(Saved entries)
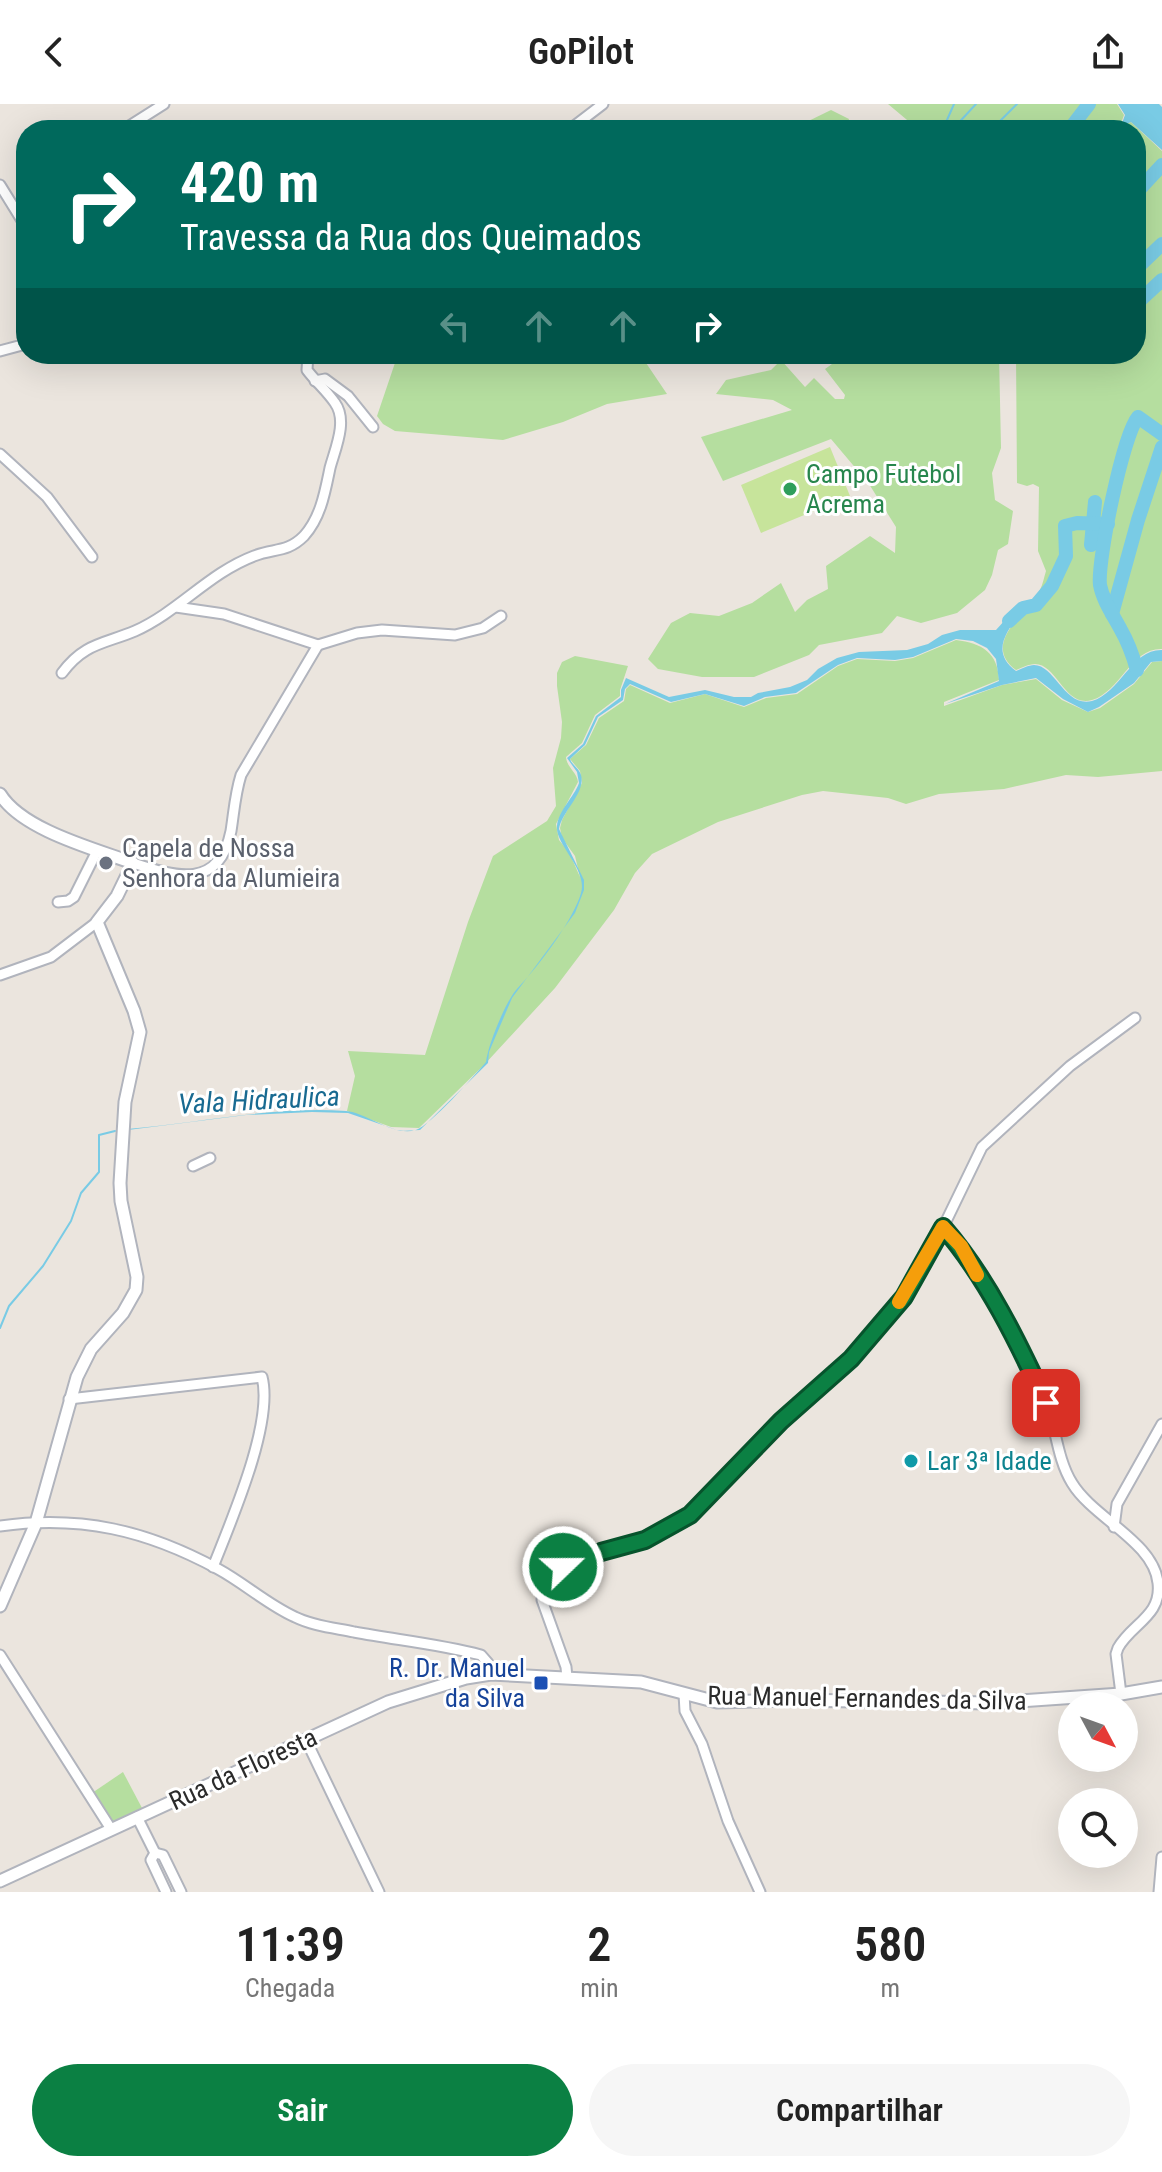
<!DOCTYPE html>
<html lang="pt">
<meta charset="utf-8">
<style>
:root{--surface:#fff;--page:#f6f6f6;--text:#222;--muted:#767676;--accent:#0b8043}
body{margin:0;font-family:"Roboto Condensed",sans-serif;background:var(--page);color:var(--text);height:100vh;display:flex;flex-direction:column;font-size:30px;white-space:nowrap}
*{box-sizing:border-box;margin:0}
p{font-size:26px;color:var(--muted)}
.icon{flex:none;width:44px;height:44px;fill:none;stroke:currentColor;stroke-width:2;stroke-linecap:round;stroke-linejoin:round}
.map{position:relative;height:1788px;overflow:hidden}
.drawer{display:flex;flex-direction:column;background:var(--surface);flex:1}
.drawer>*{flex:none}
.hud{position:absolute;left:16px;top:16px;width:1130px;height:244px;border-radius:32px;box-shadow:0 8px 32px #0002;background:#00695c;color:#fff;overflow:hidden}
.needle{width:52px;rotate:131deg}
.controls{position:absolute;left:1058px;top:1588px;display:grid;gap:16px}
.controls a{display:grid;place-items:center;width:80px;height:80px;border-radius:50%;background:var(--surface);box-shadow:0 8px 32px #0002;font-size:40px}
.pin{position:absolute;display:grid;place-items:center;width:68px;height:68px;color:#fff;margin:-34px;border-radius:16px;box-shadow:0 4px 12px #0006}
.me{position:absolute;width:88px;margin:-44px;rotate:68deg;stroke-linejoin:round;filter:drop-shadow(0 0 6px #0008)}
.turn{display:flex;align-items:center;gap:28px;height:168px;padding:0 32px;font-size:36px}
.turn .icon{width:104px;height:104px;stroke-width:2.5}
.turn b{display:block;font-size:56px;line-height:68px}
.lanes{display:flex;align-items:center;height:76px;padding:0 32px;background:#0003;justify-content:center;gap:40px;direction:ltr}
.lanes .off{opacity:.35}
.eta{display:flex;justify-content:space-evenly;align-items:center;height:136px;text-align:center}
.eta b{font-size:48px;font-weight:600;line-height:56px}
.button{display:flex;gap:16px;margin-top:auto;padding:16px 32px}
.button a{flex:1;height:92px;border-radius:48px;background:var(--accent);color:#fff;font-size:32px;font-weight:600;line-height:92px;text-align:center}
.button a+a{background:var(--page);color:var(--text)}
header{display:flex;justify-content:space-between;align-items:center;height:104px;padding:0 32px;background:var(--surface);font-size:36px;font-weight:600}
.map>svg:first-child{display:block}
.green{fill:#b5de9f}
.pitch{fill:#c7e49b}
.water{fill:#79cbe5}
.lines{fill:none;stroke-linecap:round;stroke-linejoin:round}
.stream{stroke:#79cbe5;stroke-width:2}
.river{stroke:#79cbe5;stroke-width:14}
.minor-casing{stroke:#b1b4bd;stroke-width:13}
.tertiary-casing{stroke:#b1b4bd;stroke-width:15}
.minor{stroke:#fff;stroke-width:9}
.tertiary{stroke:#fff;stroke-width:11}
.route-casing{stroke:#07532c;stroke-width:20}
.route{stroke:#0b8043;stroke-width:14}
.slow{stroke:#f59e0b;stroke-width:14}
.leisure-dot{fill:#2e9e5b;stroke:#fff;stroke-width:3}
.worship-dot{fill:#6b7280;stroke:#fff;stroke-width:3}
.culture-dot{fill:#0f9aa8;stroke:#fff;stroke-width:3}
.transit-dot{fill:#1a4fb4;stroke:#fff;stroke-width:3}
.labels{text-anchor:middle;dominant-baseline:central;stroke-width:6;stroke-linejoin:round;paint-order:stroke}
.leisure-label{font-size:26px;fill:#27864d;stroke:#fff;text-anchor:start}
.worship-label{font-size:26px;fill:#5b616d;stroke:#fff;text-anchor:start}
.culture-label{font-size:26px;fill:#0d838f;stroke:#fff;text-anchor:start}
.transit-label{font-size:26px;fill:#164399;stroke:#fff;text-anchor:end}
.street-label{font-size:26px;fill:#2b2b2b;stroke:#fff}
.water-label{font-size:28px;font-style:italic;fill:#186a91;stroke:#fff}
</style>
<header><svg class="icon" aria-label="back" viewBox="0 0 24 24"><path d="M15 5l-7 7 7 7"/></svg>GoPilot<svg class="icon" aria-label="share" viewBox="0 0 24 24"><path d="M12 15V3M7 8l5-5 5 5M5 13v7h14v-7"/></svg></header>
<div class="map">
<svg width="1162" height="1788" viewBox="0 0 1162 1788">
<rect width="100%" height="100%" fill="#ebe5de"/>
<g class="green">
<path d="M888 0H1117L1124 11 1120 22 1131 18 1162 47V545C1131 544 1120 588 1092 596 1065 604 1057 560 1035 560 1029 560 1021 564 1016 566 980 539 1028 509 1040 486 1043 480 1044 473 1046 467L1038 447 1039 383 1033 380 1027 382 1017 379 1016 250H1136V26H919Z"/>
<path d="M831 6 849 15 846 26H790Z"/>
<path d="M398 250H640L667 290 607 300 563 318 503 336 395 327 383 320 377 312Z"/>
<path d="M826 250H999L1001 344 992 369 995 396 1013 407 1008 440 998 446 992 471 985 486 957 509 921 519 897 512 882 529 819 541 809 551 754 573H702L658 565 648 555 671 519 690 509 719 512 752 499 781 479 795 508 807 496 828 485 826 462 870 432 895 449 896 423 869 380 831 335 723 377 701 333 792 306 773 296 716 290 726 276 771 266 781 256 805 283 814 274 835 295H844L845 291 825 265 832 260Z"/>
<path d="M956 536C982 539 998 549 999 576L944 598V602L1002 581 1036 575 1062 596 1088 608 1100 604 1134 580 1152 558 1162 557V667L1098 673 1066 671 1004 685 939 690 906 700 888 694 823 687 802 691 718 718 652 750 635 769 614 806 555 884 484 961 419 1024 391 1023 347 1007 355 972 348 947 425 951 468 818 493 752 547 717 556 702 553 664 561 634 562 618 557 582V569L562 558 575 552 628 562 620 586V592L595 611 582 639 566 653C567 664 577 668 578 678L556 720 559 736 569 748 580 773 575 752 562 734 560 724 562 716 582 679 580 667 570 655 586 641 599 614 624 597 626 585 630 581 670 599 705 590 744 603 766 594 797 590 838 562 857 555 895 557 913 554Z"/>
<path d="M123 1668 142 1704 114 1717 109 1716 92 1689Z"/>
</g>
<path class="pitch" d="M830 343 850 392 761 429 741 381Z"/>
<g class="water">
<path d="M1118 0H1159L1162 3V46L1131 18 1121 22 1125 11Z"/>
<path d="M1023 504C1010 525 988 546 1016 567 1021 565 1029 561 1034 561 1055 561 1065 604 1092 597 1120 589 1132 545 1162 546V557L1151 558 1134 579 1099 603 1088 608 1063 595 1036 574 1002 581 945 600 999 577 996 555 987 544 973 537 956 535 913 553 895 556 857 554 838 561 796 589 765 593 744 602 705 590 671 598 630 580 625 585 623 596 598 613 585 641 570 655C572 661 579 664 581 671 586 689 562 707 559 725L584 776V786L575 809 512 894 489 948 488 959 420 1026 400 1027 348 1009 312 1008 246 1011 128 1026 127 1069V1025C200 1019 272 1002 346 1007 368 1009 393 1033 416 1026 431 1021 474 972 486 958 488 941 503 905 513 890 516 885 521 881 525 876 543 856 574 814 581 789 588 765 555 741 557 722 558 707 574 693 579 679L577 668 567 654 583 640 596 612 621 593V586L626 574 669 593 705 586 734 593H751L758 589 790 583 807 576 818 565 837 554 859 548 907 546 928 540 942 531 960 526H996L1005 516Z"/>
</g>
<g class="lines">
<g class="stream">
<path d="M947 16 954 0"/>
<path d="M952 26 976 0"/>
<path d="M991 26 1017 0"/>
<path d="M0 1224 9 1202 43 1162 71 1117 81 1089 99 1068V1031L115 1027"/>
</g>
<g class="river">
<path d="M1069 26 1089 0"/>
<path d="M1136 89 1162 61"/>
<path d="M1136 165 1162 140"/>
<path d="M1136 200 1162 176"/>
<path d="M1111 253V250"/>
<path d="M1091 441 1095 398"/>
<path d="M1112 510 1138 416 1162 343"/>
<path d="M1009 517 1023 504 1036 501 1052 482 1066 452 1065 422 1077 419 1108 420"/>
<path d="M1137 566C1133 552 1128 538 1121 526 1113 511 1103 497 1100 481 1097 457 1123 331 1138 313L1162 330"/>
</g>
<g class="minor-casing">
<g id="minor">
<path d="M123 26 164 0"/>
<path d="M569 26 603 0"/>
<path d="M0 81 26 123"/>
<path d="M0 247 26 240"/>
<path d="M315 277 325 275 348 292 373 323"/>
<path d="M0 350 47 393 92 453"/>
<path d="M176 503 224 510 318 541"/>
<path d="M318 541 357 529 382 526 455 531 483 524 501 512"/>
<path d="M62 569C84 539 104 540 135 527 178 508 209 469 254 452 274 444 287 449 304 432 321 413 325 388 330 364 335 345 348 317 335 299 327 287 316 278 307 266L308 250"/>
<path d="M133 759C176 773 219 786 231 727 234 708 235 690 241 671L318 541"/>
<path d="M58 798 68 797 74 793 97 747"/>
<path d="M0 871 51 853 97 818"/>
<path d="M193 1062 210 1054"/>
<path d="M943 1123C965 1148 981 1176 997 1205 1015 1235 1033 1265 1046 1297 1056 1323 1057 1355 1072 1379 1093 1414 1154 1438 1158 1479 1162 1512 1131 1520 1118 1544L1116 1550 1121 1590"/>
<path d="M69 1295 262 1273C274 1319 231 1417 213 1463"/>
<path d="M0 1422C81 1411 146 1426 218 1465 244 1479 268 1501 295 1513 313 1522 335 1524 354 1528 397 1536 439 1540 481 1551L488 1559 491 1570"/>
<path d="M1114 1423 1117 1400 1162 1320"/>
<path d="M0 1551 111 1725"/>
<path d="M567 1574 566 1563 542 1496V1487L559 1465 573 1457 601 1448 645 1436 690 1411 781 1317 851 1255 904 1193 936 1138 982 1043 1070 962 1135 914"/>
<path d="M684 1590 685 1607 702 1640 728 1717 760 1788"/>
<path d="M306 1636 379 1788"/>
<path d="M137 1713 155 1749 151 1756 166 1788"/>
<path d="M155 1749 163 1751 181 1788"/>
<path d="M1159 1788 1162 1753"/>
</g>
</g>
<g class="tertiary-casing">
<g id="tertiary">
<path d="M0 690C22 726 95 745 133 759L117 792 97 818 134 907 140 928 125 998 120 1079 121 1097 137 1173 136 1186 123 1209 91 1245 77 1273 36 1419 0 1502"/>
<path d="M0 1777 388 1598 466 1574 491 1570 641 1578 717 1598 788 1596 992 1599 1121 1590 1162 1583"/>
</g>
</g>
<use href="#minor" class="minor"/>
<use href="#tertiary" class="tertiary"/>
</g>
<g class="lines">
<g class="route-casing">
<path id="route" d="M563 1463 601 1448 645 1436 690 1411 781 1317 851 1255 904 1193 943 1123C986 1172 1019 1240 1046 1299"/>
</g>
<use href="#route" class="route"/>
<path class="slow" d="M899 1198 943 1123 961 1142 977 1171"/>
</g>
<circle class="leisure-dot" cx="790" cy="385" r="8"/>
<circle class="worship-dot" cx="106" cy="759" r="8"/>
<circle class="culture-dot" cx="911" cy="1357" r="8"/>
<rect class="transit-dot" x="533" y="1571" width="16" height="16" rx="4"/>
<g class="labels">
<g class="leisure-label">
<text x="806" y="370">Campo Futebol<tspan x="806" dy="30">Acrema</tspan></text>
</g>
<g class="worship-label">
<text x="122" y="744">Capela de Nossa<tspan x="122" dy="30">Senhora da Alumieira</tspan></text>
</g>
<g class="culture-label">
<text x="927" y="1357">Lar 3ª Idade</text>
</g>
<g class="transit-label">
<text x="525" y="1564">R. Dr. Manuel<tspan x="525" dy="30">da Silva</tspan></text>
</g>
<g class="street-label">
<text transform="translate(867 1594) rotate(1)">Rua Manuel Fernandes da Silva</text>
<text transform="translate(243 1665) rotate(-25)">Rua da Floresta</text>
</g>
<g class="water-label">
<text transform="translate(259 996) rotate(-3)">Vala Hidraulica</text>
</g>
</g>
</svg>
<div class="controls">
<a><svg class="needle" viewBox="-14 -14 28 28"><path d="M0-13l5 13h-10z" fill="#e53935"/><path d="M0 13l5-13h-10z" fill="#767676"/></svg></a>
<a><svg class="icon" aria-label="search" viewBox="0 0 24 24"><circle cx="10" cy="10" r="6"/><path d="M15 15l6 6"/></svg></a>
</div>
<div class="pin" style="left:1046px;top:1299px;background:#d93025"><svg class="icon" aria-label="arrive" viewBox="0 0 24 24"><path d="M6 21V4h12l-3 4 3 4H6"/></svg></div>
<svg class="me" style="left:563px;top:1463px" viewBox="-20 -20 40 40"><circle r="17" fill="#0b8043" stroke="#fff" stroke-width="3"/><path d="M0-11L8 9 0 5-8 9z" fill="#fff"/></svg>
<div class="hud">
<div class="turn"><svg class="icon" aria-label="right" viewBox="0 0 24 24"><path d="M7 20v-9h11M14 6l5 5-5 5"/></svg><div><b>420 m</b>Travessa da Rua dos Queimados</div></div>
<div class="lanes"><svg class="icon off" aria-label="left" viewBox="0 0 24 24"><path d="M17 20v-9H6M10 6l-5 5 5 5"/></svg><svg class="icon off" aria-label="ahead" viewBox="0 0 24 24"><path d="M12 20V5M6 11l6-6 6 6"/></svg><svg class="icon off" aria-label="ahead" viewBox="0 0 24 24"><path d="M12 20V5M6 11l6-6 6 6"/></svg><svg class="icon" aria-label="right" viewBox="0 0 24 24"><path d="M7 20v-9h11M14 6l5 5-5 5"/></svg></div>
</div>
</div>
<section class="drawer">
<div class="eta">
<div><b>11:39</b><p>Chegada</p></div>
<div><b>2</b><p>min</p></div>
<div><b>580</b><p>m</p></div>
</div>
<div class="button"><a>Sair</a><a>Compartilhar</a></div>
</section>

→ **Task item**
Whenever a line of the entries contains the string "needle", copy that line.

→ **Exercise response**
.needle{width:52px;rotate:131deg}
<a><svg class="needle" viewBox="-14 -14 28 28"><path d="M0-13l5 13h-10z" fill="#e53935"/><path d="M0 13l5-13h-10z" fill="#767676"/></svg></a>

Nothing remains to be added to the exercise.